Search the material for the word "does" and copy each line that holds it.

- _EXTRACTED INFORMATION_:
# # # # #
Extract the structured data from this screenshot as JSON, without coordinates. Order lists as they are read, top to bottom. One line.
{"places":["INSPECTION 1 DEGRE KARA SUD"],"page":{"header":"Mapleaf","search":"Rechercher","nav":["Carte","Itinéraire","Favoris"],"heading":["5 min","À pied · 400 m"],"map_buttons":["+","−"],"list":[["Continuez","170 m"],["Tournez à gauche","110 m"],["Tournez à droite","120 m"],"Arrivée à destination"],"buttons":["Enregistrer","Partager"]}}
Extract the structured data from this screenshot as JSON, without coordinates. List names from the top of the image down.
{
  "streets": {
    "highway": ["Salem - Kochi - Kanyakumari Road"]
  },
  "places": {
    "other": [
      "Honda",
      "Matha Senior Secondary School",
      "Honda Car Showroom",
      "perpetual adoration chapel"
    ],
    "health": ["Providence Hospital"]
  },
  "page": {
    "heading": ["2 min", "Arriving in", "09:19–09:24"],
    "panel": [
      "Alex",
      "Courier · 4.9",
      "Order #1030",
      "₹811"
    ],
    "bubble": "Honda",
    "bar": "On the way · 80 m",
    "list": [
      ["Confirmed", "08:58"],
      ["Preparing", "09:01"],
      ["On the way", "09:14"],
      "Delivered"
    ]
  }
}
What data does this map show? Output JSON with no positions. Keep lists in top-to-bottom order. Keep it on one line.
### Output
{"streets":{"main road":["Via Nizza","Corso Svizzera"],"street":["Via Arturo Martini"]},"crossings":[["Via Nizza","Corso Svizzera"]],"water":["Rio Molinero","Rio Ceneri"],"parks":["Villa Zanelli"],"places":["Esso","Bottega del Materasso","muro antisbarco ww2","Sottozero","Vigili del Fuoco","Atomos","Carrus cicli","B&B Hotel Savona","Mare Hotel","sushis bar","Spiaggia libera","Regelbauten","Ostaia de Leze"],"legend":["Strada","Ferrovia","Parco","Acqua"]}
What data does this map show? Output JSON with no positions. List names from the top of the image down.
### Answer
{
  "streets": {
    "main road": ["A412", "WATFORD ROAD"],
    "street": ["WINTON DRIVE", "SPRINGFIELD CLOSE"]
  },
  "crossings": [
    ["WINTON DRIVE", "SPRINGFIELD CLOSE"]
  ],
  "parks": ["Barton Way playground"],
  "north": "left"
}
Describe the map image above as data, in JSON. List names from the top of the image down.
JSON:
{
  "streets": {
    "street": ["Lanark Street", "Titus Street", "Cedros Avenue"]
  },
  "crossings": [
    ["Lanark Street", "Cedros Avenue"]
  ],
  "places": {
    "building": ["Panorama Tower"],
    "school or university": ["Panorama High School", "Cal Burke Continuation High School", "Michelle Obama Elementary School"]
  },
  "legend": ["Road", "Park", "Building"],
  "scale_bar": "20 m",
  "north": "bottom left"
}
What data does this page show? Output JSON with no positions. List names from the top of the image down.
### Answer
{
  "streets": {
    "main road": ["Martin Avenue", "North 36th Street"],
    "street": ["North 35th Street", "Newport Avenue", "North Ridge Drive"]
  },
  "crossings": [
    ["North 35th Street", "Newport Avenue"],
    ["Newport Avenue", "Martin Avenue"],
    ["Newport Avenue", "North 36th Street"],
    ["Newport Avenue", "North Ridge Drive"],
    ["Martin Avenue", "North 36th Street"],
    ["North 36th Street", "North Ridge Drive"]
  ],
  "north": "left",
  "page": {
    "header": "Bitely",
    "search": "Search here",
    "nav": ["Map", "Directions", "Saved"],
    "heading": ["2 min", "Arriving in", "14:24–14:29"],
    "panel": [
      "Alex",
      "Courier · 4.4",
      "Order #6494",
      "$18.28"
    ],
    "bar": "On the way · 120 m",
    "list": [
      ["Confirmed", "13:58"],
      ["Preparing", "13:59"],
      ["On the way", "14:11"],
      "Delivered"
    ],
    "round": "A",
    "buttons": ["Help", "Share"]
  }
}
# # # # #
- _EXERCISE SOLUTION_:
What data does this map show? Output JSON with no positions. Keep lists in top-to-bottom order. Keep it on one line.
What data does this map show? Output JSON with no positions. List names from the top of the image down.
What data does this page show? Output JSON with no positions. List names from the top of the image down.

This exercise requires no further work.